(Collected data)
*** Block opens ***
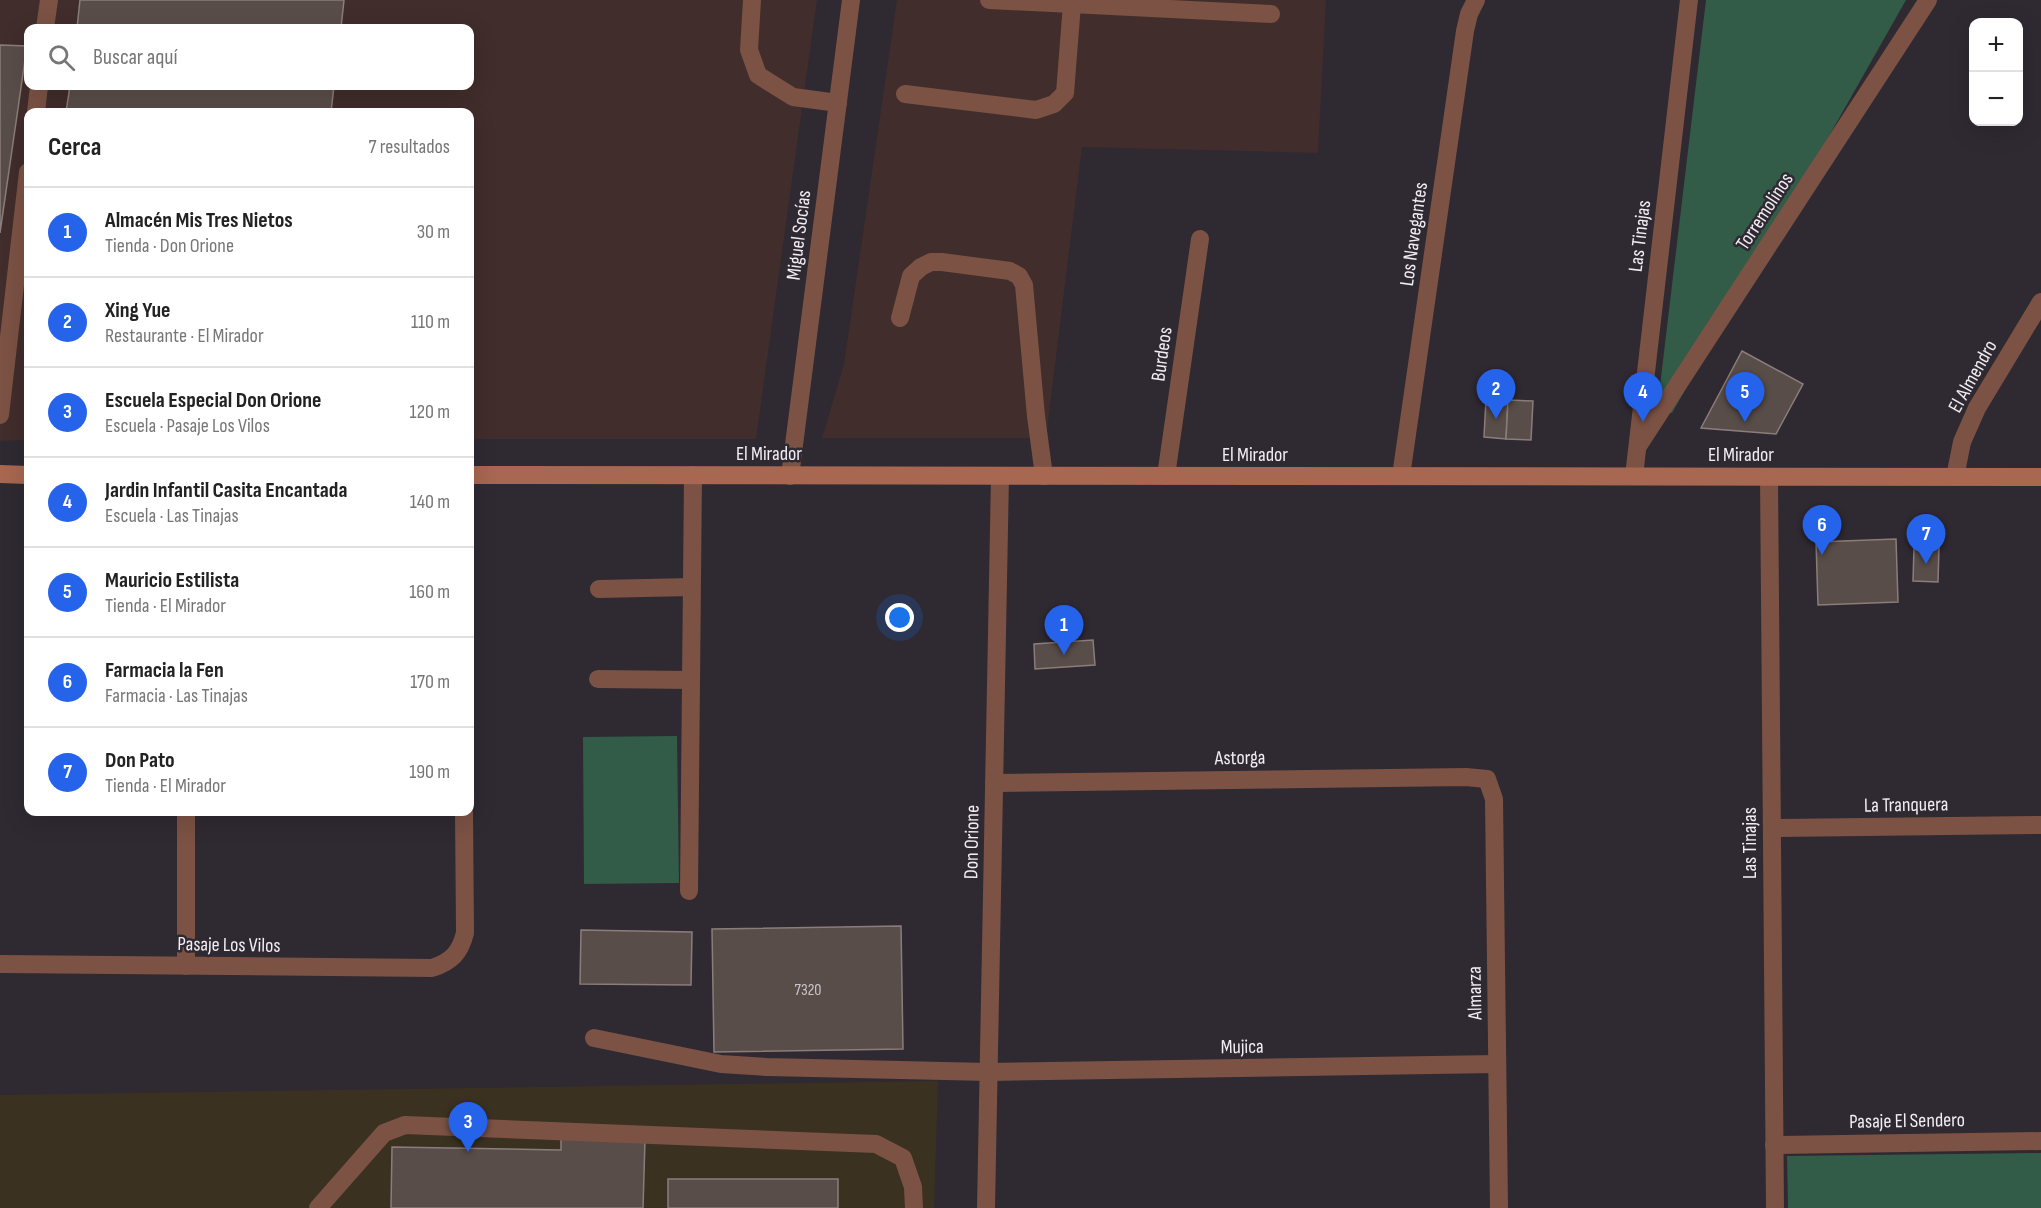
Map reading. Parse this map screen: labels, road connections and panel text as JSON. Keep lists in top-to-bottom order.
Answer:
{
  "streets": {
    "main road": ["El Mirador"],
    "street": [
      "Torremolinos",
      "Los Navegantes",
      "Miguel Socías",
      "Las Tinajas",
      "Burdeos",
      "El Almendro",
      "Astorga",
      "La Tranquera",
      "Don Orione",
      "Pasaje Los Vilos",
      "Almarza",
      "Mujica",
      "Pasaje El Sendero"
    ]
  },
  "crossings": [
    ["Torremolinos", "Las Tinajas"],
    ["Los Navegantes", "El Mirador"],
    ["Miguel Socías", "El Mirador"],
    ["Las Tinajas", "El Mirador"],
    ["Las Tinajas", "La Tranquera"],
    ["Las Tinajas", "Pasaje El Sendero"],
    ["Burdeos", "El Mirador"],
    ["El Almendro", "El Mirador"],
    ["El Mirador", "Don Orione"],
    ["Astorga", "Don Orione"],
    ["Astorga", "Almarza"],
    ["Don Orione", "Mujica"],
    ["Almarza", "Mujica"]
  ],
  "house_numbers": ["7320"],
  "page": {
    "map_buttons": ["+", "−"],
    "search": "Buscar aquí",
    "heading": ["Cerca", "7 resultados"],
    "list": [
      {
        "mark": "1",
        "name": "Almacén Mis Tres Nietos",
        "note": "Tienda · Don Orione",
        "value": "30 m"
      },
      {
        "mark": "2",
        "name": "Xing Yue",
        "note": "Restaurante · El Mirador",
        "value": "110 m"
      },
      {
        "mark": "3",
        "name": "Escuela Especial Don Orione",
        "note": "Escuela · Pasaje Los Vilos",
        "value": "120 m"
      },
      {
        "mark": "4",
        "name": "Jardin Infantil Casita Encantada",
        "note": "Escuela · Las Tinajas",
        "value": "140 m"
      },
      {
        "mark": "5",
        "name": "Mauricio Estilista",
        "note": "Tienda · El Mirador",
        "value": "160 m"
      },
      {
        "mark": "6",
        "name": "Farmacia la Fen",
        "note": "Farmacia · Las Tinajas",
        "value": "170 m"
      },
      {
        "mark": "7",
        "name": "Don Pato",
        "note": "Tienda · El Mirador",
        "value": "190 m"
      }
    ],
    "pins": [
      "2",
      "4",
      "5",
      "6",
      "7",
      "1",
      "3"
    ]
  }
}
*** Block closes ***
◆ Problem description: Drop the pictures and copy the data exactly.

◆ Task response:
Map reading. Parse this map screen: labels, road connections and panel text as JSON. Keep lists in top-to-bottom order.
Answer:
{
  "streets": {
    "main road": ["El Mirador"],
    "street": [
      "Torremolinos",
      "Los Navegantes",
      "Miguel Socías",
      "Las Tinajas",
      "Burdeos",
      "El Almendro",
      "Astorga",
      "La Tranquera",
      "Don Orione",
      "Pasaje Los Vilos",
      "Almarza",
      "Mujica",
      "Pasaje El Sendero"
    ]
  },
  "crossings": [
    ["Torremolinos", "Las Tinajas"],
    ["Los Navegantes", "El Mirador"],
    ["Miguel Socías", "El Mirador"],
    ["Las Tinajas", "El Mirador"],
    ["Las Tinajas", "La Tranquera"],
    ["Las Tinajas", "Pasaje El Sendero"],
    ["Burdeos", "El Mirador"],
    ["El Almendro", "El Mirador"],
    ["El Mirador", "Don Orione"],
    ["Astorga", "Don Orione"],
    ["Astorga", "Almarza"],
    ["Don Orione", "Mujica"],
    ["Almarza", "Mujica"]
  ],
  "house_numbers": ["7320"],
  "page": {
    "map_buttons": ["+", "−"],
    "search": "Buscar aquí",
    "heading": ["Cerca", "7 resultados"],
    "list": [
      {
        "mark": "1",
        "name": "Almacén Mis Tres Nietos",
        "note": "Tienda · Don Orione",
        "value": "30 m"
      },
      {
        "mark": "2",
        "name": "Xing Yue",
        "note": "Restaurante · El Mirador",
        "value": "110 m"
      },
      {
        "mark": "3",
        "name": "Escuela Especial Don Orione",
        "note": "Escuela · Pasaje Los Vilos",
        "value": "120 m"
      },
      {
        "mark": "4",
        "name": "Jardin Infantil Casita Encantada",
        "note": "Escuela · Las Tinajas",
        "value": "140 m"
      },
      {
        "mark": "5",
        "name": "Mauricio Estilista",
        "note": "Tienda · El Mirador",
        "value": "160 m"
      },
      {
        "mark": "6",
        "name": "Farmacia la Fen",
        "note": "Farmacia · Las Tinajas",
        "value": "170 m"
      },
      {
        "mark": "7",
        "name": "Don Pato",
        "note": "Tienda · El Mirador",
        "value": "190 m"
      }
    ],
    "pins": [
      "2",
      "4",
      "5",
      "6",
      "7",
      "1",
      "3"
    ]
  }
}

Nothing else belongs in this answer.